Langsam ging Gun Dodson nach den Wagen zurück. Seit vielen Wochen waren sie nun schon unterwegs, und Fort Smith am Arkansas, ihr Ausgangspunkt, lag endlos viele Meilen zurück im Osten. Auf der Route der Overland Mail hatten die schwerbeladenen Wagen tiefe Furchen in den fruchtlosen Boden gezogen, waren über die weiten Ebenen gerollt und hatten sich durch die Flüsse gewühlt. Nun standen sie hier in El Paso, und die Gespanne erholten sich für den Treck weiter nach Westen.

Neben dem Feuer blieb er stehen, warf den Becher auf die ausgebreitete Plane und sah in die abgemagerten und von vielen Strapazen bereits gezeichneten Gesichter der Männer und Frauen. Und noch immer war der schaurige, dumpfe Totengesang zu hören.

»Legt euch schlafen«, sagte er. »Wer weiß, ob wir überhaupt noch Schlaf finden werden, wenn wir erst einmal draußen sind.«

Ein bärtiger, untersetzter Mann kam näher.

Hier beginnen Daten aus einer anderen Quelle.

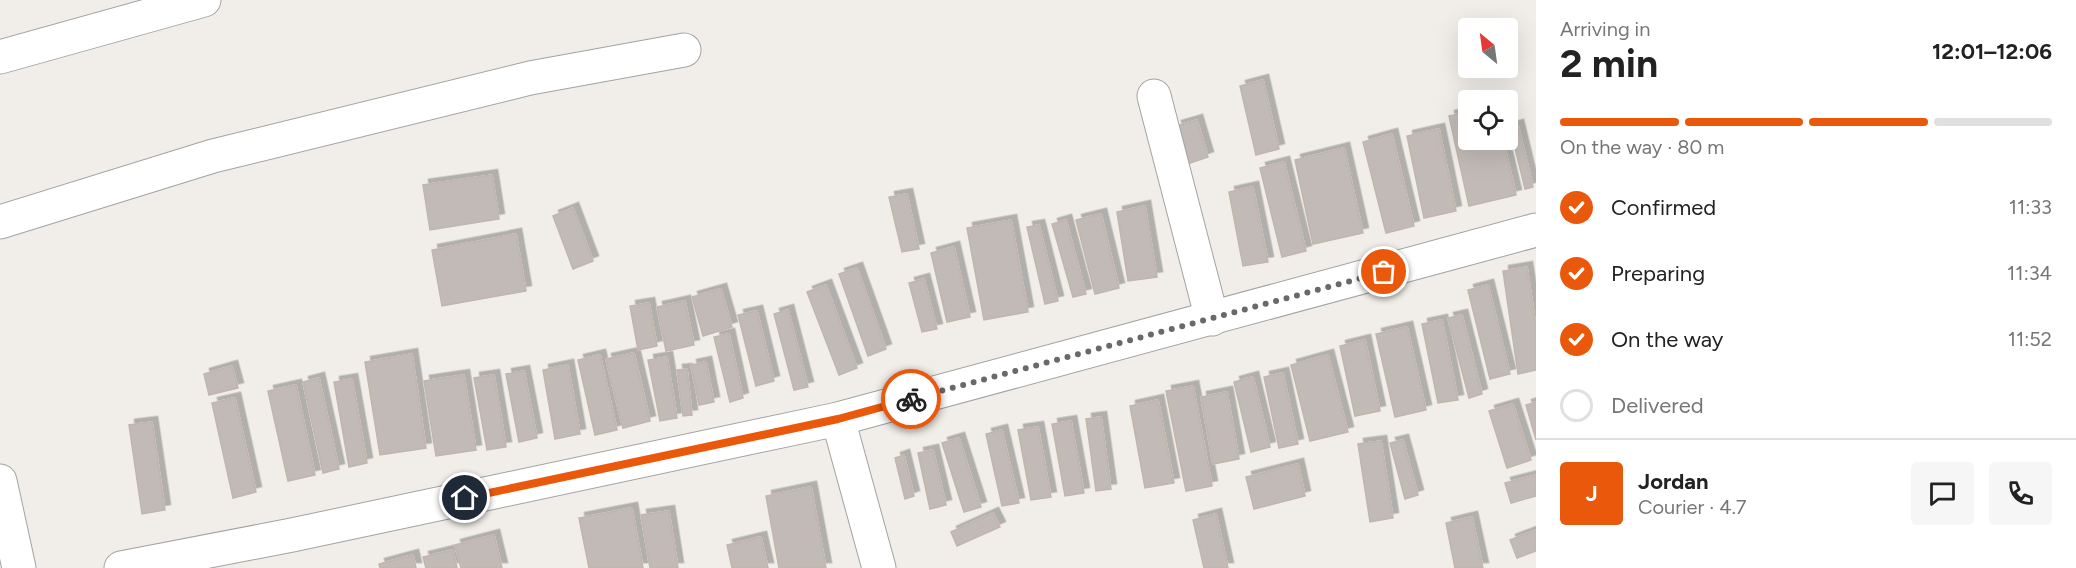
<!DOCTYPE html>
<meta charset="utf-8">
<style>
:root{--surface:#fff;--page:#f6f6f6;--text:#222;--muted:#767676;--line:#e0e0e0;--accent:#ea580c}
body{margin:0;font-family:Figtree,sans-serif;background:var(--page);color:var(--text);height:100vh;display:flex;flex-direction:column;font-size:22px;white-space:nowrap}
*{box-sizing:border-box;margin:0}
p{font-size:20px;color:var(--muted)}
.icon{flex:none;width:33px;height:33px;fill:none;stroke:currentColor;stroke-width:2;stroke-linecap:round;stroke-linejoin:round}
.map{position:relative;flex:1;overflow:hidden}
.panel{display:flex;flex-direction:column;background:var(--surface);width:540px}
.panel>*{flex:none}
.needle{width:39px;rotate:331deg}
.buttons{position:absolute;left:1458px;top:18px;display:grid;gap:12px}
.buttons a{display:grid;place-items:center;width:60px;height:60px;border-radius:6px;background:var(--surface);box-shadow:0 6px 24px #0002;font-size:30px}
.pin{position:absolute;display:grid;place-items:center;width:51px;height:51px;color:#fff;margin:-26px;border:3px solid #fff;border-radius:50%;box-shadow:0 2px 6px #0007}
.courier{position:absolute;display:grid;place-items:center;width:60px;height:60px;margin:-30px;border:4px solid #ea580c;border-radius:50%;background:#fff;color:#222;box-shadow:0 2px 8px #0007}
.overview em{font-style:normal;font-weight:700}
.overview div{display:flex;flex-direction:column-reverse}
.overview{display:flex;align-items:center;justify-content:space-between;height:102px;padding:0 24px}
h1{font-size:39px;font-weight:700;line-height:45px}
.bar{display:grid;grid-template-columns:repeat(4,1fr);gap:9px 6px;align-content:center;height:72px;padding:0 24px}
.bar i{height:8px;border-radius:4px;background:var(--line)}
.bar .active{background:var(--accent)}
.bar p{grid-column:span 4}
.line{display:flex;align-items:center;gap:15px;padding:0 24px;border-top:2px solid var(--line)}
.line div{flex:1}
.round{display:grid;place-items:center;flex:none;width:63px;height:63px;border-radius:6px;background:var(--page)}
ol{padding:0 24px;list-style:none}
li{display:flex;align-items:center;gap:18px;height:66px}
li p{margin-inline-start:auto}
li .icon{padding:6px;border-radius:50%;background:var(--accent);color:#fff;stroke-width:4}
li:last-child{color:var(--muted)}
li i{width:33px;height:33px;border:3px solid var(--line);border-radius:50%}
main{display:flex;flex:1;min-height:0}
.map>svg:first-child{display:block}
.building{fill:#c2bab6;stroke:#c2b5ac;stroke-width:1.5;filter:url(#shadow)}
.lines{fill:none;stroke-linecap:round;stroke-linejoin:round}
.minor-casing{stroke:#a3a3a3;stroke-width:35}
.minor{stroke:#fff;stroke-width:33}
.done{stroke:#6a6968;stroke-width:6;stroke-dasharray:0 10.8}
.route{stroke:#ea580c;stroke-width:8}
</style>
<main>
<div class="map">
<svg width="1536" height="568" viewBox="0 0 1536 568">
<defs>
<filter id="shadow"><feDropShadow dx="5.5" dy="-5.5" stdDeviation="0" flood-color="#0004"/></filter>
</defs>
<rect width="100%" height="100%" fill="#f1eee9"/>
<g class="building">
<polygon points="1263,80 1279,149 1256,155 1240,86"/>
<polygon points="1468,112 1468,140 1503,140 1516,195 1469,206 1449,116"/>
<polygon points="1197,120 1208,157 1187,164 1176,126"/>
<polygon points="1518,125 1533,187 1525,189 1510,127"/>
<polygon points="1439,129 1456,211 1424,218 1407,136"/>
<polygon points="1392,134 1414,226 1386,233 1363,142"/>
<polygon points="1344,148 1363,233 1313,244 1295,160"/>
<polygon points="1284,162 1306,251 1282,257 1260,168"/>
<polygon points="492,175 499,219 430,230 423,185"/>
<polygon points="1253,187 1268,262 1243,266 1229,192"/>
<polygon points="907,194 919,249 902,252 889,197"/>
<polygon points="1145,206 1157,277 1128,281 1117,212"/>
<polygon points="573,208 593,261 573,269 553,216"/>
<polygon points="1101,214 1119,288 1095,294 1076,220"/>
<polygon points="1011,220 1028,312 984,320 967,228"/>
<polygon points="1066,220 1086,294 1073,297 1052,224"/>
<polygon points="1039,225 1058,301 1045,304 1027,227"/>
<polygon points="516,234 526,291 442,306 432,250"/>
<polygon points="954,247 970,317 947,322 931,253"/>
<polygon points="1527,267 1536,327 1536,370 1518,374 1503,271"/>
<polygon points="857,268 886,349 868,356 839,274"/>
<polygon points="924,279 937,329 922,332 909,283"/>
<polygon points="826,285 857,368 839,375 807,292"/>
<polygon points="1488,285 1510,374 1490,379 1468,290"/>
<polygon points="721,289 732,327 703,336 692,297"/>
<polygon points="685,301 694,345 666,351 657,307"/>
<polygon points="649,303 657,346 638,350 630,306"/>
<polygon points="788,310 808,387 794,390 774,314"/>
<polygon points="757,311 774,381 756,386 738,315"/>
<polygon points="1462,315 1482,394 1469,398 1448,318"/>
<polygon points="1442,320 1458,400 1438,403 1422,324"/>
<polygon points="1407,327 1426,410 1395,417 1376,334"/>
<polygon points="729,334 743,398 730,402 714,337"/>
<polygon points="1365,340 1380,411 1355,416 1340,346"/>
<polygon points="634,353 650,421 623,428 606,359"/>
<polygon points="412,354 426,448 380,455 365,362"/>
<polygon points="600,355 617,430 595,435 578,360"/>
<polygon points="1328,355 1348,432 1310,441 1291,365"/>
<polygon points="667,357 677,418 660,421 648,360"/>
<polygon points="706,362 714,402 699,405 691,365"/>
<polygon points="568,365 580,434 555,439 543,370"/>
<polygon points="232,366 238,388 209,395 204,374"/>
<polygon points="687,369 692,415 683,416 677,370"/>
<polygon points="524,371 537,438 519,442 506,374"/>
<polygon points="1283,373 1298,444 1279,448 1264,377"/>
<polygon points="464,375 476,450 436,456 424,381"/>
<polygon points="494,375 506,447 487,450 474,378"/>
<polygon points="1253,377 1270,447 1251,452 1234,382"/>
<polygon points="319,378 339,469 323,473 303,382"/>
<polygon points="352,379 367,463 349,467 334,382"/>
<polygon points="296,385 315,475 288,481 268,391"/>
<polygon points="1193,386 1212,486 1186,491 1166,391"/>
<polygon points="1227,392 1239,459 1213,464 1201,397"/>
<polygon points="235,398 256,492 233,498 212,403"/>
<polygon points="1158,400 1174,483 1145,488 1130,406"/>
<polygon points="1536,402 1536,440 1526,405"/>
<polygon points="1513,404 1531,460 1507,468 1489,411"/>
<polygon points="1101,417 1111,489 1096,491 1086,419"/>
<polygon points="1071,421 1084,493 1065,496 1052,424"/>
<polygon points="152,422 165,510 142,514 129,425"/>
<polygon points="1038,427 1051,497 1031,500 1018,430"/>
<polygon points="1002,430 1019,503 1002,506 986,434"/>
<polygon points="959,438 981,507 964,512 942,443"/>
<polygon points="1403,440 1418,495 1405,499 1390,443"/>
<polygon points="1381,441 1393,518 1370,522 1358,444"/>
<polygon points="933,450 946,505 930,509 918,453"/>
<polygon points="904,455 914,496 905,499 895,458"/>
<polygon points="1298,464 1305,496 1254,509 1246,477"/>
<polygon points="1536,475 1536,496 1511,503 1505,483"/>
<polygon points="811,487 826,568 779,568 766,496"/>
<polygon points="632,508 643,568 589,568 579,518"/>
<polygon points="669,511 678,568 650,568 641,515"/>
<polygon points="993,513 1000,527 957,546 951,532"/>
<polygon points="1216,514 1228,568 1204,568 1193,520"/>
<polygon points="1472,517 1483,568 1455,568 1446,523"/>
<polygon points="1536,530 1536,551 1517,558 1510,540"/>
<polygon points="494,535 502,568 461,568 455,545"/>
<polygon points="761,537 768,568 732,568 727,545"/>
<polygon points="453,550 457,568 426,568 423,557"/>
<polygon points="413,555 416,568 380,568 379,564"/>
</g>
<g class="lines">
<defs>
<g id="minor">
<polyline points="0,57 204,0"/>
<polyline points="1154,96 1212,319"/>
<polyline points="0,222 213,156 530,78 684,50"/>
<polyline points="838,419 879,568"/>
<polyline points="0,481 19,568"/>
<polyline points="121,568 292,535 838,419 1536,230"/>
</g>
</defs>
<use href="#minor" class="minor-casing"/>
<use href="#minor" class="minor"/>
</g>
<g class="lines">
<polyline class="done" points="911,399 1384,272"/>
<polyline class="route" points="465,498 838,419 911,399"/>
</g>
</svg>
<div class="buttons">
<a><svg class="needle" viewBox="-14 -14 28 28"><path d="M0-13l5 13h-10z" fill="#e53935"/><path d="M0 13l5-13h-10z" fill="#767676"/></svg></a>
<a><svg class="icon" aria-label="locate" viewBox="0 0 24 24"><circle cx="12" cy="12" r="6"/><path d="M12 2v4M12 18v4M2 12h4M18 12h4"/></svg></a>
</div>
<div class="pin" style="left:1384px;top:272px;background:#ea580c"><svg class="icon" aria-label="bag" viewBox="0 0 24 24"><path d="M5 8h14l-1 12H6zM9 8a3 3 0 0 1 6 0"/></svg></div>
<div class="pin" style="left:465px;top:498px;background:#1f2937"><svg class="icon" aria-label="home" viewBox="0 0 24 24"><path d="M3 11l9-7 9 7M6 9v11h12V9"/></svg></div>
<div class="courier" style="left:911px;top:399px"><svg class="icon" aria-label="bike" viewBox="0 0 24 24"><circle cx="6" cy="16" r="4"/><circle cx="18" cy="16" r="4"/><path d="M6 16l4-8h5l3 8M10 8l3 8H6M13 5h3"/></svg></div>
</div>
<section class="panel">
<div class="overview"><div><h1>2 min</h1><p>Arriving in</p></div><em>12:01–12:06</em></div>
<div class="bar"><i class="active"></i><i class="active"></i><i class="active"></i><i></i><p>On the way · 80 m</p></div>
<ol>
<li><svg class="icon" aria-label="check" viewBox="0 0 24 24"><path d="M5 12l5 5 9-10"/></svg>Confirmed<p>11:33</p></li>
<li><svg class="icon" aria-label="check" viewBox="0 0 24 24"><path d="M5 12l5 5 9-10"/></svg>Preparing<p>11:34</p></li>
<li><svg class="icon" aria-label="check" viewBox="0 0 24 24"><path d="M5 12l5 5 9-10"/></svg>On the way<p>11:52</p></li>
<li><i></i>Delivered</li>
</ol>
<div class="line" style="height:108px"><b class="round" style="background:var(--accent);color:#fff">J</b><div><b>Jordan</b><p>Courier · 4.7</p></div><a class="round"><svg class="icon" aria-label="chat" viewBox="0 0 24 24"><path d="M4 5h16v11H9l-5 4z"/></svg></a><a class="round"><svg class="icon" aria-label="phone" viewBox="0 0 24 24"><path d="M5 4h4l2 5-3 2q2 4 5 5l2-3 5 2v4C11 20 4 13 5 4z"/></svg></a></div>
</section>
</main>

»Hast du mit dem Lieutenant der Patrouille nicht sprechen können, Gun?«

»Doch – aber er hat bestimmte Order und kann uns keinen Geleitschutz geben. Fort Bliss ist von den Apachen angegriffen worden. Es hat Verluste gegeben. Aber dafür wird uns Lonesome Canon führen. Morgen ist sein Dienst zu Ende. Dann haben wir den besten Scout, den es nur geben kann.«

Bald lagen die Siedler auf und unter den Wagen, hatten sich in die Decken gerollt und schliefen, während zwei Mann wachten und mit Gewehren umhergingen.

In der Stadt wurde es langsam ruhiger.

Gun Dodson fand keine Ruhe. Er ging durch die verstaubte Stadt und verharrte oftmals draußen im gleißenden Sand. Der Mond stand riesengroß über den Bergzügen, und Tausende von Sternen funkelten am wolkenlosen Himmel.

Die Stunden rannen dahin.

Rastlos wanderte Gun umher. Dann kam er wieder am Saloon vorbei, der als einziger noch geöffnet war. Dort im Raum hockten auch die Männer, die für die Sicherheit der Stadt wachten und sich gegenseitig stündlich ablösten.

Als Gun eintrat, sahen die Männer ihn forschend an. Sein braungebranntes und hartes Gesicht kam in den Lichtschein. Aschblondes Haar fiel unter dem durchschwitzten Hut hervor. Die um die langen Beine geschlungenen Chaps rieben aneinander, als er zur Theke ging. Er lehnte sich an und bestellte Whisky. Mit dem Glas in der Hand ging er an einen freien Tisch und setzte sich.

»Wann wollt ihr denn los?« fragte einer der Männer.

»Morgen.«

»Das würde ich mir noch überlegen. Die Apachen sind jetzt wild auf jeden weißen Skalp.«

»Sie werden genug mit den Soldaten zu tun haben«, murmelte Gun und trank langsam. »Das ist unsere Chance.«

»Das nennst du Chance?« Der Mann preßte den Atem heraus und ruckte auf und nieder, als lache er, doch die Augen hatten nichts von ihrem ernsten Ausdruck verloren. »Chance? Ich merke, daß du noch nicht lange in diesem Grenzland bist, Dodson! Draußen vor der Stadt wimmelt es von Apachen! Cochise ist unterwegs. Ja, ich würde auch mal gern nach California gehen, Dodson, und das Meer sehen. Es soll ein großes Meer sein, weit, ganz weit. Aber das ist für mich nur ein Traum. Ich bin allein, habe keine Frau und keine Kinder – aber ich bleibe hier, weil ich ohne Skalp nicht herumlaufen will. Savvy?«

Gun setzte das Glas langsam ab und sah zur dunklen Tür. Der Totengesang war hier im Saloon kaum noch zu hören. Fernab schlug dumpf und schwer eine Trommel. Raunend strich der Nachtwind über die niederen Dächer der Häuser.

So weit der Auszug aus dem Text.